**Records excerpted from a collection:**
────

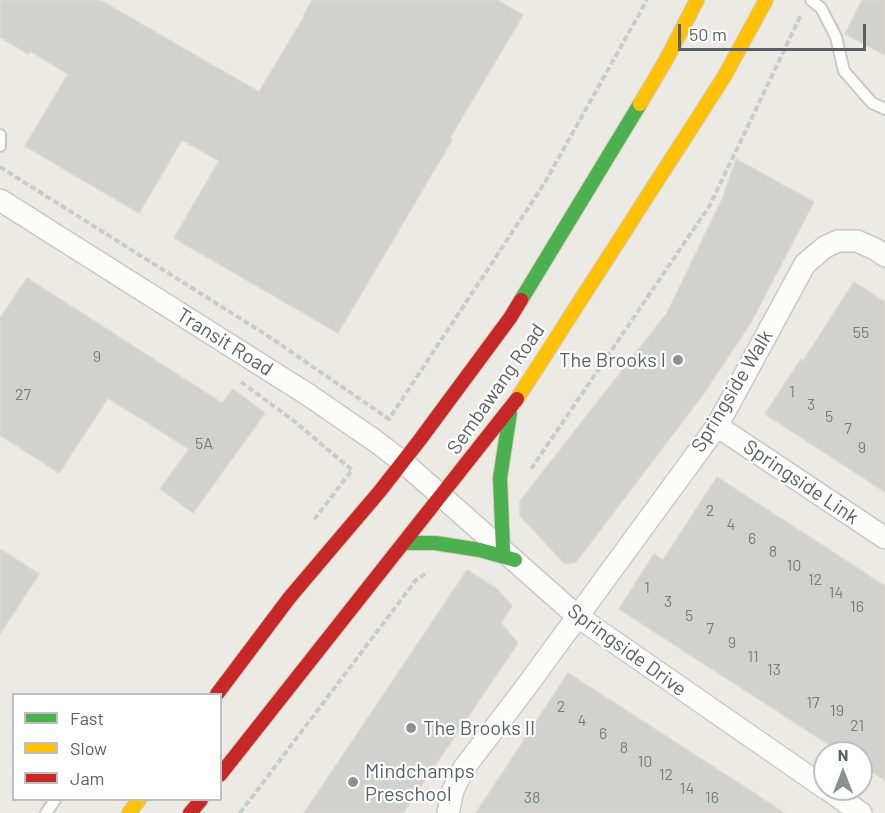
<!DOCTYPE html>
<html>
<head>
<meta charset="utf-8">
<style>
	body { margin:0 }
	#map { position:relative; width:885px; height:813px; overflow:hidden; background:#ebeae5; font-family:Barlow,sans-serif }
	canvas { display:block }
	.legend { position:absolute; left:12px; top:693px; width:210px; height:108px; box-sizing:border-box; background:#fff; border:2px solid #bdbfc1; margin:0; padding:8px 10px; list-style:none; font-size:18px; color:#5b5e63 }
	.legend li { display:flex; align-items:center; gap:12px; height:30px }
	.legend b { width:30px; border:2px solid #bdbfc1 }
	.north { position:absolute; left:813px; top:741px; width:60px; height:60px; box-sizing:border-box; background:#fff; border:2px solid #bdbfc1; border-radius:50%; rotate:0deg; font-size:16px; font-weight:700; line-height:24px; text-align:center; color:#5b5e63 }
	.north::after { content:''; display:block; margin:auto; width:21px; height:27px; background:#8d8f90; clip-path:polygon(50% 0,100% 100%,50% 72%,0 100%) }
	.scale { position:absolute; left:678px; top:24px; width:188px; height:27px; box-sizing:border-box; border:3px solid #5b5e63; border-top:0; padding-left:8px; font-size:18px; line-height:21px; white-space:nowrap; color:#5b5e63; -webkit-text-stroke:4px #fff; paint-order:stroke }
</style>
</head>
<body>
<div id="map">
<canvas width="885" height="813"></canvas>
<ul class="legend">
<li><b style="height:8px;background:#4caf50"></b>Fast</li>
<li><b style="height:8px;background:#ffc107"></b>Slow</li>
<li><b style="height:8px;background:#c62828"></b>Jam</li>
</ul>
<div class="north">N</div>
<div class="scale">50 m</div>
</div>
<script>
const ctx = document.querySelector('canvas').getContext('2d');
ctx.lineJoin = 'round';
function paint(path, color) { ctx.fillStyle = color; ctx.fill(path, 'evenodd'); }
const shape = rows => new Path2D(rows.map(r => 'M' + r).join(''));
function stroke(path, color, width, dash) { ctx.strokeStyle = color; ctx.lineWidth = width; ctx.lineCap = dash ? 'butt' : 'round'; ctx.setLineDash(dash || []); ctx.stroke(path); }
function label(font, color, halo, rows, align = 'center') {
  ctx.font = font + ' Barlow,sans-serif'; ctx.lineWidth = 4.5; ctx.setLineDash([]); ctx.textBaseline = 'middle'; ctx.strokeStyle = halo; ctx.fillStyle = color; for (const [text, x, y, turn = 0] of rows) {
    ctx.save(); ctx.translate(x, y); ctx.rotate((+turn || 0) * Math.PI / 180); ctx.textAlign = isNaN(turn) ? turn : align; if (halo) ctx.strokeText(text, 0, 0); ctx.fillText(text, 0, 0); ctx.restore();
  }
}
const building = shape([
	[0,0,100,0,259,92,304,17,303,17,312,0,497,0,523,15,450,138,452,140,338,333,174,238,219,161,182,140,139,213,25,146,68,74,30,51,28,54,0,37,0,0],
	[862,0,885,0,885,55,845,34,862,0],
	[736,159,814,202,750,324,702,396,576,562,565,564,520,516,520,501,667,313,723,197,736,159],
	[27,278,222,403,233,389,265,413,193,513,160,489,189,449,108,398,59,473,0,435,0,318,27,278],
	[854,282,885,302,885,492,765,414,801,359,803,361,854,282],
	[717,477,885,586,885,780,861,765,861,753,842,753,619,609,654,554,663,560,717,477],
	[0,549,39,574,0,634,0,549],
	[467,570,497,589,512,606,501,623,518,643,403,813,304,813,467,570],
	[568,673,737,782,784,813,476,813,568,673]
]);
const path = shape([
	[0,167,265,334,389,419,544,184,647,0],
	[241,382,294,421,352,470,313,521],
	[531,469,710,205,801,15],
	[240,813,416,580,428,572]
]);
const lane = shape([
	[811,0,821,8,836,37,844,71,872,103,885,109],
	[0,135,0,146],
	[46,813,55,800]
]);
const street = shape([
	[0,200,307,394,374,440,403,462,577,616,825,788],
	[717,426,885,538],
	[827,789,861,813],
	[448,813,453,790,464,768,523,691,717,426,805,264,825,247,838,241,857,241,875,249,885,256]
]);
const fast = shape([
	[521,300,640,104],
	[404,543,435,543,480,550,515,560],
	[503,550,500,478,510,413]
]);
const slow = shape([
	[640,104,666,60,697,0],
	[517,399,724,77,766,0],
	[129,813,139,800]
]);
const jam = shape([
	[217,694,290,597,380,491,419,441,510,318,521,300],
	[220,775,517,399],
	[190,813,201,800]
]);
const markers = [
	[678,360,6,"#8d8f90"],
	[411,728,6,"#8d8f90"],
	[353,782,6,"#8d8f90"]
];
const numberNames = [
	["55",861,333],
	["9",97,357],
	["1",792,392],
	["27",23,395],
	["3",811,405],
	["5",829,417],
	["7",848,429],
	["5A",204,444],
	["9",862,448],
	["2",710,511],
	["4",731,525],
	["6",752,539],
	["8",773,552],
	["10",794,566],
	["12",815,580],
	["1",647,588],
	["14",836,593],
	["3",668,602],
	["16",857,607],
	["5",689,616],
	["7",710,629],
	["9",732,643],
	["11",753,657],
	["13",774,670],
	["17",813,703],
	["2",561,707],
	["19",837,711],
	["4",582,721],
	["21",857,726],
	["6",603,734],
	["8",624,748],
	["10",645,762],
	["12",666,775],
	["14",687,789],
	["38",532,798],
	["16",712,798]
];
const streetNames = [
	["Transit Road",225,342,32],
	["Sembawang Road",496,389,-55],
	["Springside Walk",732,391,-59],
	["Springside Link",801,482,34],
	["Springside Drive",627,650,36]
];
const poiNames = [
	["The Brooks I",666,360,"right"],
	["The Brooks II",423,728],
	["Mindchamps",365,771],
	["Preschool",365,794]
];
paint(building, '#d1d1ce');
stroke(building, '#dad9d4', 1.5);
stroke(lane, '#c8c8c7', 14);
stroke(street, '#c8c8c7', 24);
stroke(fast, '#d1ccb5', 16);
stroke(slow, '#d1ccb5', 16);
stroke(jam, '#d1ccb5', 16);
stroke(path, '#c8ccca', 4, [6, 3]);
stroke(lane, '#fcfcfb', 10);
stroke(street, '#fcfcfb', 21);
stroke(fast, '#4caf50', 14);
stroke(slow, '#ffc107', 14);
stroke(jam, '#c62828', 14);
for (const [x, y, r, color] of markers) { const dot = new Path2D(); dot.arc(x, y, r, 0, 2 * Math.PI); ctx.fillStyle = color; ctx.fill(dot); stroke(dot, '#fff', 2); }
label('16px', '#7a7c7f', null, numberNames);
label('20px', '#5b5e63', '#fff', streetNames);
label('20px', '#5b5e63', '#fff', poiNames, 'left');
</script>
</body>
</html>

────

From the entries above, copy every line containing the word "scale".

	.scale { position:absolute; left:678px; top:24px; width:188px; height:27px; box-sizing:border-box; border:3px solid #5b5e63; border-top:0; padding-left:8px; font-size:18px; line-height:21px; white-space:nowrap; color:#5b5e63; -webkit-text-stroke:4px #fff; paint-order:stroke }
<div class="scale">50 m</div>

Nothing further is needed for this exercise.